Great Ormond Street Hospital can now transplant kidneys from blood group incompatible donors, thanks to a new method that strips a patient’s blood of antibodies (proteins) before they have the transplant. For some children with kidney failure or on dialysis, this could mean that a parent who thought they were unable to donate could, in fact, donate their kidney and improve their child’s life.
Although common in adults, this type of transplant has rarely been carried out in children in the UK. Previously, the blood group of the child receiving the kidney had to be compatible with that of the donor, to prevent the kidney being rejected. Around 40% of parents have been unable to donate a kidney to their child for this reason.
Techniques have now been developed which allow blood group antibodies to be removed in some patients awaiting transplant. These include different types of ‘plasma exchange’ which allows the removal of plasma from the blood, to be replaced with new plasma. By removing the plasma, antibody levels in the blood fall. A further technique involves using a column to specifically remove the antibody.
The plasma exchange is a similar procedure to haemodialysis, which involves the blood passing through a filter. It is carried out in the week prior to the transplant, to ensure that antibody levels in the blood drop to sufficiently low levels. Stronger immunosuppressant drugs are also used to prevent rejection of the new organ.
GOSH has the largest paediatric nephrology unit in the United Kingdom with clinical and academic achievements.

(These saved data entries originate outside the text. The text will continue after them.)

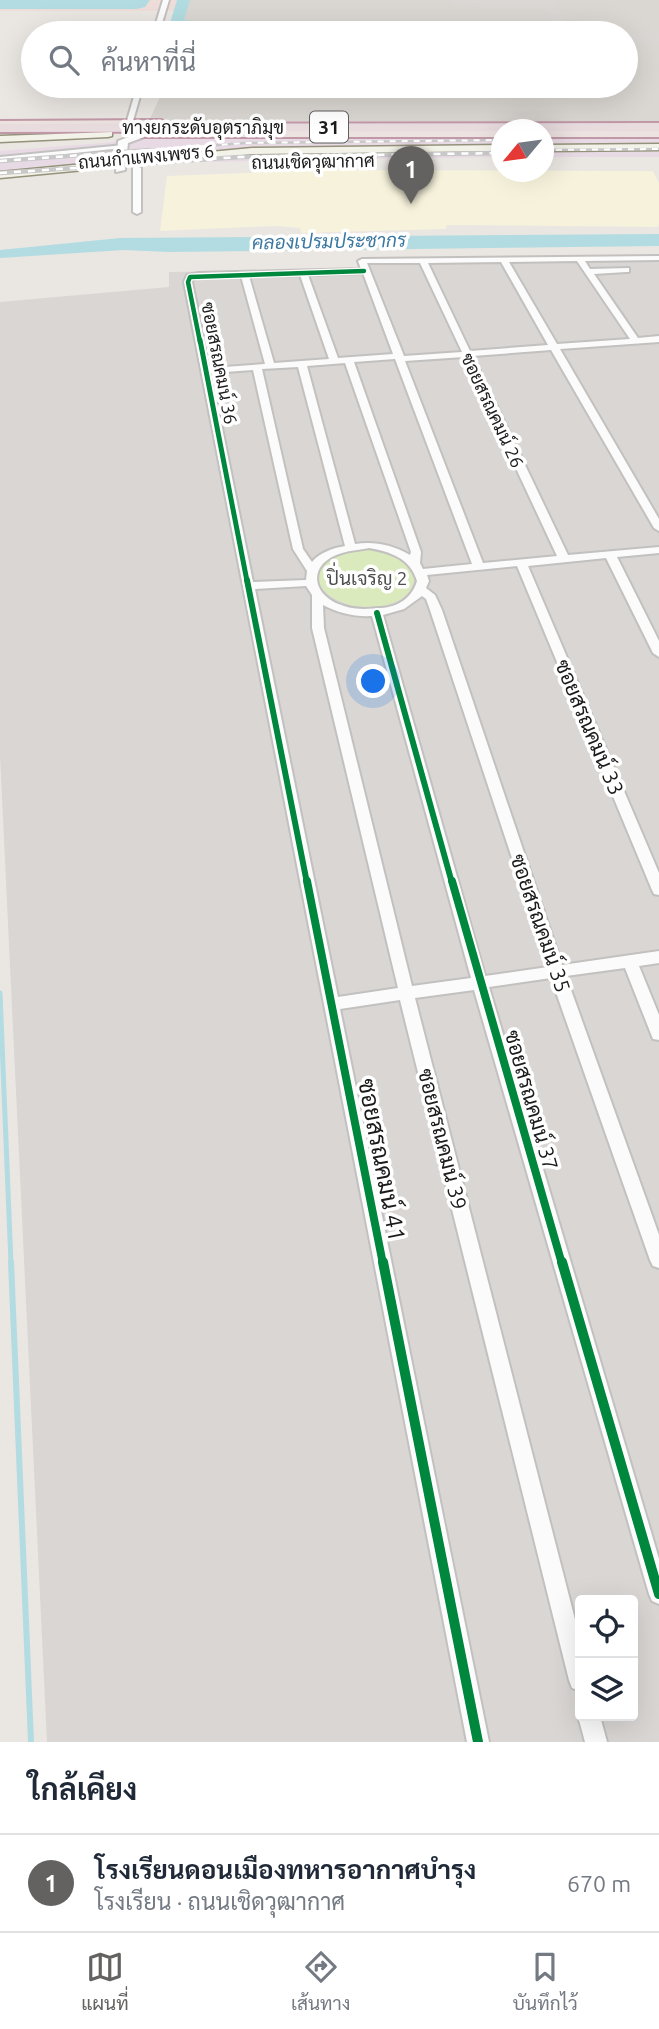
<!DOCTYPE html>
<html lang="th">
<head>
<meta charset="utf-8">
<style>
  body { margin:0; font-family:Ubuntu,Sarabun,sans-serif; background:#f6f6f7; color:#1f2937 }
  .controls { position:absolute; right:21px; bottom:21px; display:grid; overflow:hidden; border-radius:7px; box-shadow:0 7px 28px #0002 }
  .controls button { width:63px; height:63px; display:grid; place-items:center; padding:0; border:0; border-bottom:2px solid #e0e1e3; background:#fff; color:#1f2937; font:35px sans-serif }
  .compass { position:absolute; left:491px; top:119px; width:63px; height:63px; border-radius:50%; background:#fff; box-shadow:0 7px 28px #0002; rotate:241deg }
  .you { position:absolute; left:374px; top:682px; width:24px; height:24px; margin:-18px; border:5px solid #fff; border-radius:50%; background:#1a73e8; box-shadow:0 0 0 10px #1a73e833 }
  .badge { display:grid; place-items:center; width:46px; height:46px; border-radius:50%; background:#636261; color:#fff; font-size:23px; font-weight:700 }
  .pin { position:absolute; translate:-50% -58px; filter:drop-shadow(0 2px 4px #0008) }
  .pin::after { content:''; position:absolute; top:37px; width:24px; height:21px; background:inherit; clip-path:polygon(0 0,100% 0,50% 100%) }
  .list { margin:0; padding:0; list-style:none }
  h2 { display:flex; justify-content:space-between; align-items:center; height:91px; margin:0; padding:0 28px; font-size:30px }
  h2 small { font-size:23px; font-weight:400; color:#747a83 }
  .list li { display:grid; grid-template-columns:46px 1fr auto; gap:21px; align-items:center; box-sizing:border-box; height:98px; padding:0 28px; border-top:2px solid #e0e1e3 }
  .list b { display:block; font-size:26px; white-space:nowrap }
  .list p { margin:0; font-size:23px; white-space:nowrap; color:#747a83 }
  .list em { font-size:23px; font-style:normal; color:#747a83 }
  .icon { flex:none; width:38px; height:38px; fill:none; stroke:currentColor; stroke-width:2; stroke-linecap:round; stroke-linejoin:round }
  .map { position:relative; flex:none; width:659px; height:1742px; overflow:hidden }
  .search { position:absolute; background:#fff; box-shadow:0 7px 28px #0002; left:21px; right:21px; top:21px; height:77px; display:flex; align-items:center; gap:18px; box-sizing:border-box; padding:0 24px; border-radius:38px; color:#747a83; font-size:26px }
  .sheet { height:189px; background:#fff }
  nav { display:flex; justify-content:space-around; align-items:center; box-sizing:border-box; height:98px; border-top:2px solid #e0e1e3; background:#fff; font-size:19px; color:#747a83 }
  nav a { display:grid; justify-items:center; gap:4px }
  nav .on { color:#636261 }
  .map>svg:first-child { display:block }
</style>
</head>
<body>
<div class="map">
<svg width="659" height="1742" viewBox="0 0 659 1742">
  <rect width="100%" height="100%" fill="#eae6e2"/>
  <!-- residential -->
  <path fill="#d9d6d4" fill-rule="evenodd" d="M659 257V1742H47L0 755V302L169 287V272L360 269V258ZM580 1600H633V1716H580Z"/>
  <!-- industrial -->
  <path fill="#e8dae4" d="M190 136H501V157L129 163 0 176V151Z
    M544 136H659V157H544Z"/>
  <!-- education -->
  <path fill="#f6f2db" d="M319 170 653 171 659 183V224L658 227 447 225 446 229 301 233 300 228 276 226 160 231 167 176Z"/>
  <!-- military -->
  <path fill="#eeddd8" d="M0 0H187L184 11H0Z"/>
  <!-- airport -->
  <path fill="#dad6d1" d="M187 0H659V121H149L165 86H626V33H182Z"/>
  <!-- grass -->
  <path fill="#daeabd" d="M356 549C370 549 385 549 398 556 423 569 417 594 393 603 338 623 276 567 356 549Z"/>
  <!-- water -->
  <path fill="#b2dce1" d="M0 0H150L145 7 137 9H0Z
    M177 0H190L184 20 200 22 184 24 181 33H167Z
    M213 21H487L488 23 209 22Z
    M659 234V246L169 252 124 250 0 258V250L120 238Z"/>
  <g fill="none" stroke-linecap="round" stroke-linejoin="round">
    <!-- stream-far1 -->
    <path stroke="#b2dce1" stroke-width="5" d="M0 993 11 1264"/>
    <!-- stream -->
    <path stroke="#b2dce1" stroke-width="6" d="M11 1262 31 1742"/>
    <!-- taxiway -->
    <path fill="#dad7d5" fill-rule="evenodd" d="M449 0H556L566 23 585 33H564L555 29 545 8H481L451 3Z
      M659 32V42H626V33H622Z"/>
    <!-- minor casing -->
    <g stroke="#c2c1bf" stroke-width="4">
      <path id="minor" d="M163 0H169L159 33H153Z
        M137 86H143L132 124 129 126 126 124Z
        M124 145 122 148 0 161V157Z
        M137 166 141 168V212L137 214 133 212V168Z
        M659 256V260L585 261 590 269 629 268V272H626L594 274 638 338 659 336V342L560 349 659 519V531L654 528 551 350 473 356 568 555 659 547V553L617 557 659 641V657L653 653 606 558 528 566 659 873V895L654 894 652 890 517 566 427 575 429 581 426 588 435 595 442 610 562 965 659 951V963L639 966 659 1015V1040L653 1039 651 1034 625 968 566 976 659 1235V1268L653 1266 650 1260 551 978 489 987 659 1559V1604L652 1601 649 1594 474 990 415 998 580 1639V1691L572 1688 569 1680 400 1000 340 1009 489 1742H467L184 282 187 275 199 273 361 269 358 261 362 259ZM577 261 630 339 557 344 509 262ZM501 262 548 345 470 351 428 263ZM367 263H420L462 352 404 356ZM363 273 393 354 338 358 308 275ZM300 275 329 359 274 363 249 276ZM241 276 265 364 210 368 192 282 193 279 199 277ZM464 357 557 556 483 563 405 361ZM395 359 472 564 423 569 420 563 421 552 354 362ZM345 363 411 552 410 555C393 545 374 541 355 544L307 366ZM298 367 345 546C333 548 319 553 312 562L303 549 262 369ZM253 370 293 549 307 571 306 580 253 582 211 373ZM369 548C391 552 410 558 417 581 412 598 398 607 381 608 368 609 356 610 344 606 310 596 307 563 342 553 351 550 360 550 369 548ZM306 586 312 595V628L398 988 338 997 255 589ZM422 596 426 599 430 610 548 967 485 976 383 615 404 609ZM323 605C338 613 355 617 372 616L471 978 412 986 324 628Z
        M580 1710V1716H600L607 1742H585L578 1716Z"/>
    </g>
    <!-- tertiary casing -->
    <g stroke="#c2c1bf" stroke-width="4">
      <path id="tertiary" d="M144 131 147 132V136L128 143 125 170 116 172 118 141Z"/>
    </g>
    <!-- secondary casing -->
    <g stroke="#94927a" stroke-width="3">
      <path id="secondary" d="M112 132V136L108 137 0 142V136Z
        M659 144V150L544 151V145Z
        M502 145V151L252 154 0 178V172L252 148Z"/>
    </g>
    <!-- trunk casing -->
    <g stroke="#c198a7" stroke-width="4">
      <path id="trunk" d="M0 121 161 120 167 124 161 128 0 129Z
        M544 129H659V137H544Z
        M142 130 502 129V137H138L136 134Z"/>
    </g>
    <!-- motorway casing -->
    <g stroke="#c198a7" stroke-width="4">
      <path id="motorway" d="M659 123V131L0 132V124Z"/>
    </g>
    <!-- minor -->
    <use href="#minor" fill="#fcfbfb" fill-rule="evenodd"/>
    <!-- tertiary -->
    <use href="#tertiary" fill="#fcfbfb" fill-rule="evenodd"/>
    <!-- secondary -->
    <use href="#secondary" fill="#f2f2e8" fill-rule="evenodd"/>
    <!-- trunk -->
    <use href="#trunk" fill="#ece2e0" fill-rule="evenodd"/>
    <!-- motorway -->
    <use href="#motorway" fill="#e9dcdf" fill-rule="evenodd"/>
    <!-- rail-far1 casing -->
    <g stroke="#c9c8c8" stroke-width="2.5">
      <path id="rail-far1" d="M544 150 659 149
        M126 152 245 143 502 140"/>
    </g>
    <!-- rail casing -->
    <g stroke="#c9c8c8" stroke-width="4.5">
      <path id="rail" d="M0 161 150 150
        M0 173 240 157 502 153"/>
    </g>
    <!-- rail-far1 -->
    <use href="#rail-far1" stroke="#fff" stroke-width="2" stroke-dasharray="6" stroke-linecap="butt"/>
    <!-- rail -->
    <use href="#rail" stroke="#fff" stroke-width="2.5" stroke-dasharray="7" stroke-linecap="butt"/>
    <!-- cycleway-far4 casing -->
    <g stroke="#fff" stroke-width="7">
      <path id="cycleway-far4" d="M200 342 188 282 190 277 364 271"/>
    </g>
    <!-- cycleway-far3 casing -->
    <g stroke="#fff" stroke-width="9">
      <path id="cycleway-far3" d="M200 340 247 581"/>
    </g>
    <!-- cycleway-far2 casing -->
    <g stroke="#fff" stroke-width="10">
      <path id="cycleway-far2" d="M247 580 307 883
        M377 613 452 883"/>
    </g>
    <!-- cycleway-far1 casing -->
    <g stroke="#fff" stroke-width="12">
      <path id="cycleway-far1" d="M307 881 383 1264
        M452 881 562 1264"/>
    </g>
    <!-- cycleway casing -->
    <g stroke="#fff" stroke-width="14">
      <path id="cycleway" d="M383 1262 478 1742
        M562 1262 659 1594"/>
    </g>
    <!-- cycleway-far4 -->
    <use href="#cycleway-far4" stroke="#00873e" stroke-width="4.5"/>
    <!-- cycleway-far3 -->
    <use href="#cycleway-far3" stroke="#00873e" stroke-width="5"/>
    <!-- cycleway-far2 -->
    <use href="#cycleway-far2" stroke="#00873e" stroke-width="6"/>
    <!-- cycleway-far1 -->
    <use href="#cycleway-far1" stroke="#00873e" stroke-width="8"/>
    <!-- cycleway -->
    <use href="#cycleway" stroke="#00873e" stroke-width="10"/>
  </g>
  <g text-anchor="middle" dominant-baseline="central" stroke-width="7" stroke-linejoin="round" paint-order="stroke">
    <!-- far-street labels -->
    <g font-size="18" fill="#1b1b1b" stroke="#fff">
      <text x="203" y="127">ทางยกระดับอุตราภิมุข</text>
      <text transform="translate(146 156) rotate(-5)">ถนนกำแพงเพชร 6</text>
      <text transform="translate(313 161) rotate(-1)">ถนนเชิดวุฒากาศ</text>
      <text transform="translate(220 363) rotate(79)">ซอยสรณคมน์ 36</text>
      <text transform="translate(493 410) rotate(65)">ซอยสรณคมน์ 26</text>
    </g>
    <!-- shield labels -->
    <rect fill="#fff" stroke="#5f5f5f" stroke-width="2" x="310" y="111.5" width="38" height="31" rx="5"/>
    <g font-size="19" font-weight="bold" fill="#1b1b1b">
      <text x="329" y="127">31</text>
    </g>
    <!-- far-water labels -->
    <g font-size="19" font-style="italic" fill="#3b78a1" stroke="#fff">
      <text transform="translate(329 241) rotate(-1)">คลองเปรมประชากร</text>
    </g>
    <!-- far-neighbourhood labels -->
    <g font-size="19" fill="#4e4e4e" stroke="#fff">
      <text x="367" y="578">ปิ่นเจริญ 2</text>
    </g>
    <!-- street labels -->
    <g font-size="21" fill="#1b1b1b" stroke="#fff">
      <text transform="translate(590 727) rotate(67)">ซอยสรณคมน์ 33</text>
      <text transform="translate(541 923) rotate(71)">ซอยสรณคมน์ 35</text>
      <text transform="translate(532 1100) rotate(74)">ซอยสรณคมน์ 37</text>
      <text transform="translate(443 1139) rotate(76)">ซอยสรณคมน์ 39</text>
    </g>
    <!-- near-street labels -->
    <g font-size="24" fill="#1b1b1b" stroke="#fff">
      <text transform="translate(382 1160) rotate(79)">ซอยสรณคมน์ 41</text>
    </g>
  </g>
</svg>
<div class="controls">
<button><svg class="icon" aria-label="locate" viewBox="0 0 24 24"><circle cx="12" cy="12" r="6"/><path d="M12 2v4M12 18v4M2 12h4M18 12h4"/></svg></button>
<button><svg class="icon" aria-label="layers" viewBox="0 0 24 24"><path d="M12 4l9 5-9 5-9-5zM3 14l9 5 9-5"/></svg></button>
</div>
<svg class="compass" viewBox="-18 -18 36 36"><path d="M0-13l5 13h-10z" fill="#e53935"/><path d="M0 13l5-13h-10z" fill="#747a83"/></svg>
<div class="you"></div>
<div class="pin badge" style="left:411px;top:204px">1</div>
<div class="search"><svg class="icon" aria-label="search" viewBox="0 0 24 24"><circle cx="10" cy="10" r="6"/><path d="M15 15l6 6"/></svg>ค้นหาที่นี่</div>
</div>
<section class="sheet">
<h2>ใกล้เคียง<small></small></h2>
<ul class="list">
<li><span class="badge">1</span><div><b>โรงเรียนดอนเมืองทหารอากาศบำรุง</b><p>โรงเรียน · ถนนเชิดวุฒากาศ</p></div><em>670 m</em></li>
</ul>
</section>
<nav>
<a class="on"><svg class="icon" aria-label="map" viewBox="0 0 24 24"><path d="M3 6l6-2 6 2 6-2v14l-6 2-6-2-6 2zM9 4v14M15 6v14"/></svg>แผนที่</a>
<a><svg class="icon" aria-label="directions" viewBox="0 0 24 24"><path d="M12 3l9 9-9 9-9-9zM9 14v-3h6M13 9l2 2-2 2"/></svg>เส้นทาง</a>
<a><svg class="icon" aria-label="saved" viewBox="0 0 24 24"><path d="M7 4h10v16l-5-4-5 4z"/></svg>บันทึกไว้</a>
</nav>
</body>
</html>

Our unit has special expertise in the care of very young children with kidney disease, including acute kidney injury and chronic kidney disease and provides a comprehensive inpatient and outpatient diagnostic and treatment service for children.
Four patients have already received these types of ‘incompatible’ transplants, since the hospital started carrying them out in 2010.
In 2013, the hospital performed 28 kidney transplants in total, with 16 organs coming from living donors.
Dr Stephen Marks, a consultant kidney specialist who leads the kidney transplant programme at Great Ormond Street Hospital, says: “The potential benefits for patients are huge. Some patients may be able to receive a kidney transplant from one of their parents, who previously was told that they could not be a donor. There are risks involved in any transplant, but these patients can potentially go home within ten days, the same as they would after a ‘normal’ kidney transplant.”
Dr. Stephen Marks, Consultant Paediatric Nephrologist was recently named as one of “The Times” Top 100 Children’s Doctors in the United Kingdom.
Dr. Stephen Marks is a Consultant Paediatric Nephrologist, Honorary Senior Lecturer and Clinical Lead for renal transplantation at Great Ormond Street Hospital and UCL Institute of Child Health. He currently chairs the national organisation of paediatric renal transplantation (NHS Blood and Transplant Paediatric Kidney Advisory Group) in the UK.
Maya is a 9-year old girl from Northolt who was first admitted to Great Ormond Street Hospital (GOSH) in 2008, after a bacterial eye infection led to more serious complications with her kidneys. She was diagnosed at age 4 years with a rare condition known as aHUS (Atypical Haemolytic Uraemic Syndrome). Maya eventually lost function in both of her kidneys. She was started on daily peritoneal dialysis, but after two years her catheter had to be removed due to an infection.
Maya and her mum Sylvia then spent three days a week travelling to GOSH for haemodialysis treatment. They then joined a new haemodialysis programme run by the hospital, enabling Maya to have the treatment in her own home. Sylvia was fully trained in using a haemodialysis machine, which replaces the work usually done by the kidneys and removes waste products from the blood.
“She missed so much school because of the dialysis and hospital stays, but she can go to school five days a week now,” said Sylvia after starting the home haemodialysis regime.
Maya, living with end-stage kidney failure, continued to be treated with home haemodialysis whilst awaiting a kidney transplant.
In 2013, thanks to the new procedure, Maya was able to receive an ‘incompatible’ kidney from her father, and end her reliance on haemodialysis.
Sylvia says: “This horrendous and terrible disease ravaged Maya’s little body in weeks and at one stage left her fighting for her life.
“Since Maya has had the transplant our lives have changed profoundly. We have become a family again and we make the most of every single day. We’ve come a long way but left the misery, pain and sorrow behind us now. Maya was given the gift of new life and words cannot possibly describe how grateful we are”.